[Stored data — start]
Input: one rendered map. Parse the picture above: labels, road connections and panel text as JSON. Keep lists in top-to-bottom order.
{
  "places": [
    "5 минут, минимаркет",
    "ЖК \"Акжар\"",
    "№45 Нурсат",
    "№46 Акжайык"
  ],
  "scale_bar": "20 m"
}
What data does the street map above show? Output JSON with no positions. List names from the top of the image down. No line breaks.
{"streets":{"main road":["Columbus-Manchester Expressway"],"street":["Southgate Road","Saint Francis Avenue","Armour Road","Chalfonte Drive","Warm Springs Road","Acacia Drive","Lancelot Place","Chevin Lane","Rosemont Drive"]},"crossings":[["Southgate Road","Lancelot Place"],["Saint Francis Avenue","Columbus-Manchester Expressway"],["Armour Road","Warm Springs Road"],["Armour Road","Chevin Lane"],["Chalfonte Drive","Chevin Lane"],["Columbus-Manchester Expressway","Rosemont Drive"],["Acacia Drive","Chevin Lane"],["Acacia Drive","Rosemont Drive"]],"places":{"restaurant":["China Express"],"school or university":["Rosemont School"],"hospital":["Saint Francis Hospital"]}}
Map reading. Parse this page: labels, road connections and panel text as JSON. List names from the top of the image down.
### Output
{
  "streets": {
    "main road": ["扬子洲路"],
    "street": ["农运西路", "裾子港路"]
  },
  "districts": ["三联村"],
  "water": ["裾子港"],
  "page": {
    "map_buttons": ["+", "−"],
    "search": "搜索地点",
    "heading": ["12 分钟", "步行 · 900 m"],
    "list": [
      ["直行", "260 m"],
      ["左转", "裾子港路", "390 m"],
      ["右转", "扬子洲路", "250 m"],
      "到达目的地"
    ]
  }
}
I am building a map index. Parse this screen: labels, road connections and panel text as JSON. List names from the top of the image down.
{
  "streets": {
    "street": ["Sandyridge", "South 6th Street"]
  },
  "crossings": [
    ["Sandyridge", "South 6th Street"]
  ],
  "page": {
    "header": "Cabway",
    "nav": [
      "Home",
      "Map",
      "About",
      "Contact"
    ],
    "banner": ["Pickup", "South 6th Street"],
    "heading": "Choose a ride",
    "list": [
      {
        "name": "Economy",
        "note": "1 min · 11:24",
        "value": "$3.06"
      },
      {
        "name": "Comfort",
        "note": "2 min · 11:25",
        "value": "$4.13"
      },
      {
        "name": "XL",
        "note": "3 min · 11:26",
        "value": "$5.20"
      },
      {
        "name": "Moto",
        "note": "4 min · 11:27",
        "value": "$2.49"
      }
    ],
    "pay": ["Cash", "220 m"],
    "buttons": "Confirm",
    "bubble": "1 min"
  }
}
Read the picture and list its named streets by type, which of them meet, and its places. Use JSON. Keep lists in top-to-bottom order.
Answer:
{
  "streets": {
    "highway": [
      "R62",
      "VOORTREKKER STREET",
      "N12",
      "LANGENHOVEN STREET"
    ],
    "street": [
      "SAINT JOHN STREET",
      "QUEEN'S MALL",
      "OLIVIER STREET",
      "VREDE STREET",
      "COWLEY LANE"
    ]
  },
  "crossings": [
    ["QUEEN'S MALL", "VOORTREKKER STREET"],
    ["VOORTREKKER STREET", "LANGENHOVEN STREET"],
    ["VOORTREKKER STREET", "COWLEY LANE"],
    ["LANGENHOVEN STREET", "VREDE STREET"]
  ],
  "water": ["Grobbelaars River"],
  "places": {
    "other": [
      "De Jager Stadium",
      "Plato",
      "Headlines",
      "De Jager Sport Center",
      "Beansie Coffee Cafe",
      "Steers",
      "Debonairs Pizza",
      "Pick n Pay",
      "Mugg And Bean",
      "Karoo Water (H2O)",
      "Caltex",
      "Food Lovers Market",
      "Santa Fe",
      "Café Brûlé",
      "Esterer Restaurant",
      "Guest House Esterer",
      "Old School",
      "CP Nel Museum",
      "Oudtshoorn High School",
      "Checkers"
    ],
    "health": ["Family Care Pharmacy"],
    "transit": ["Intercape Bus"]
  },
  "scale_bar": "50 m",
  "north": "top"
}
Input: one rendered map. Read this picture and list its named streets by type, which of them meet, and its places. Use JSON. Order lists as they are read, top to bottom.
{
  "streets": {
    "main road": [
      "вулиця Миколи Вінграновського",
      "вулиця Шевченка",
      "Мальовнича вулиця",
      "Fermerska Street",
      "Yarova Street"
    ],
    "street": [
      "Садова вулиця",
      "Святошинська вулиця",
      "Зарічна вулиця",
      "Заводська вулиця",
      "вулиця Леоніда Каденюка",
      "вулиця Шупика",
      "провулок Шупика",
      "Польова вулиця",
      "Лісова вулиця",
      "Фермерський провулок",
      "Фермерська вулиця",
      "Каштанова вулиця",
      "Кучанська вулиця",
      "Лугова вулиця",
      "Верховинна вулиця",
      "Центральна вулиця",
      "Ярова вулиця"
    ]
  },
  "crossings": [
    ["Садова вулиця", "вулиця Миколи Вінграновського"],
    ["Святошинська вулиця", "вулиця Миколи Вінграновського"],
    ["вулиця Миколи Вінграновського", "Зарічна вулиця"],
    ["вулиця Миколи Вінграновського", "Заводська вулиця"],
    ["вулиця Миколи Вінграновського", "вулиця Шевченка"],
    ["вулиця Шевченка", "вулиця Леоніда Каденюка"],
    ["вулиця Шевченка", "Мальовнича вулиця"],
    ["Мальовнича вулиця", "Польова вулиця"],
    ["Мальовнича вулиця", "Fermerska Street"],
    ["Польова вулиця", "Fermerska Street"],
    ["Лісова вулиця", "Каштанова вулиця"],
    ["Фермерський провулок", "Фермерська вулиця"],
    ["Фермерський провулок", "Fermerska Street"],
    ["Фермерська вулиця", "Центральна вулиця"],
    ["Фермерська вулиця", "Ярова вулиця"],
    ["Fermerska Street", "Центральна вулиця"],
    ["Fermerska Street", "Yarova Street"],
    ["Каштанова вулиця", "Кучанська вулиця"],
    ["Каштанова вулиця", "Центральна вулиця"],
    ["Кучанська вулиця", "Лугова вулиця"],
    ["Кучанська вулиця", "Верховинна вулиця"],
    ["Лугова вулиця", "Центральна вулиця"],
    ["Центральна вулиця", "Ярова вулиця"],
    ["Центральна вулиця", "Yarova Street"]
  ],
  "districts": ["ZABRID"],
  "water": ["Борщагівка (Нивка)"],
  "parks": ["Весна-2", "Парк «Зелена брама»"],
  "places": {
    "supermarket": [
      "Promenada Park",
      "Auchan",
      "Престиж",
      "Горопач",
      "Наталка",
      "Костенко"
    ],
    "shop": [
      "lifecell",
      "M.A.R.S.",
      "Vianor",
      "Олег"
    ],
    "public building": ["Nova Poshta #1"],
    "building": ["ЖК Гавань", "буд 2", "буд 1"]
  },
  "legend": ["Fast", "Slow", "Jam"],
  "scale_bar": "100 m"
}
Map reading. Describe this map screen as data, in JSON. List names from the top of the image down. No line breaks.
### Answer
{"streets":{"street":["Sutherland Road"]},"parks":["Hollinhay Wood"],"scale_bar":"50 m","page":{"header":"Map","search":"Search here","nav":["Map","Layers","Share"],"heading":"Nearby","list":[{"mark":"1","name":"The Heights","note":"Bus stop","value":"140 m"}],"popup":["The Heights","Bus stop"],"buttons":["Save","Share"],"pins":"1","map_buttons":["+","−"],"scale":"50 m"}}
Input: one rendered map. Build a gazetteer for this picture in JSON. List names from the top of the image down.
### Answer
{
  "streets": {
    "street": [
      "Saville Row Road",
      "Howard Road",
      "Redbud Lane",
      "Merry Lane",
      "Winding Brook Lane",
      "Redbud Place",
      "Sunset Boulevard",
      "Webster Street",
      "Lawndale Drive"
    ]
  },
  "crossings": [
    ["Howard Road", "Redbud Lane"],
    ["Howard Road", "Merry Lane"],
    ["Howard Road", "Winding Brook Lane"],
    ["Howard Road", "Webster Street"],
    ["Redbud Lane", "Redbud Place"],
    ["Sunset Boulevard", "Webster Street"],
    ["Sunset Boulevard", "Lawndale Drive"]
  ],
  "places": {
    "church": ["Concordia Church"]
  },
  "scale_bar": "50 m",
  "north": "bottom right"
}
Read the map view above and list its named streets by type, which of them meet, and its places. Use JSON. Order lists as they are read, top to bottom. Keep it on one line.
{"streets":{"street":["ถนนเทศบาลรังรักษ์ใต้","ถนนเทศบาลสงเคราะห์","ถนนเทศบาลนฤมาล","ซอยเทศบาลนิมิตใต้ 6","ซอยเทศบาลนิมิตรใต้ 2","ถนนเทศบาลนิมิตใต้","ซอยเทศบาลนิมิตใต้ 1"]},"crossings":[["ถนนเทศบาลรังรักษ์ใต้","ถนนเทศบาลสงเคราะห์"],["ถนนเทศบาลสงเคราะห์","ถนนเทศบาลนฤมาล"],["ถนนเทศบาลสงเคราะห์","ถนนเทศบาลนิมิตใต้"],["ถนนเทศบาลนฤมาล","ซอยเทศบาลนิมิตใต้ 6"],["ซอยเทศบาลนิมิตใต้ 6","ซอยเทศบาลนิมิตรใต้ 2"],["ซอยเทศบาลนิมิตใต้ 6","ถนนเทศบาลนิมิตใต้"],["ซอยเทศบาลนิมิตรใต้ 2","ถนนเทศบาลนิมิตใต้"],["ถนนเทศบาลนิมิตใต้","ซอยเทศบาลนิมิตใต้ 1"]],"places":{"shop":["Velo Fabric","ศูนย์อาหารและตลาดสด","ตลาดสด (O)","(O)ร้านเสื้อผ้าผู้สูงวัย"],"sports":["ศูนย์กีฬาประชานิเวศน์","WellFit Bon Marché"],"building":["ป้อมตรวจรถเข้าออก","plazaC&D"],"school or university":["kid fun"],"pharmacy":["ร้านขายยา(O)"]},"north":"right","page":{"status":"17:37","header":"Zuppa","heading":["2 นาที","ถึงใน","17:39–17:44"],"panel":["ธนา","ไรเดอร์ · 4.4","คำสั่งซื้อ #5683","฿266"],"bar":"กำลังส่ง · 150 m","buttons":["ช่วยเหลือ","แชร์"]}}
[Stored data — finish]
**Problem details:** Return a copy of each line in the records above that has "Вінграновського" in it.

**Answer to this exercise:**
      "вулиця Миколи Вінграновського",
    ["Садова вулиця", "вулиця Миколи Вінграновського"],
    ["Святошинська вулиця", "вулиця Миколи Вінграновського"],
    ["вулиця Миколи Вінграновського", "Зарічна вулиця"],
    ["вулиця Миколи Вінграновського", "Заводська вулиця"],
    ["вулиця Миколи Вінграновського", "вулиця Шевченка"],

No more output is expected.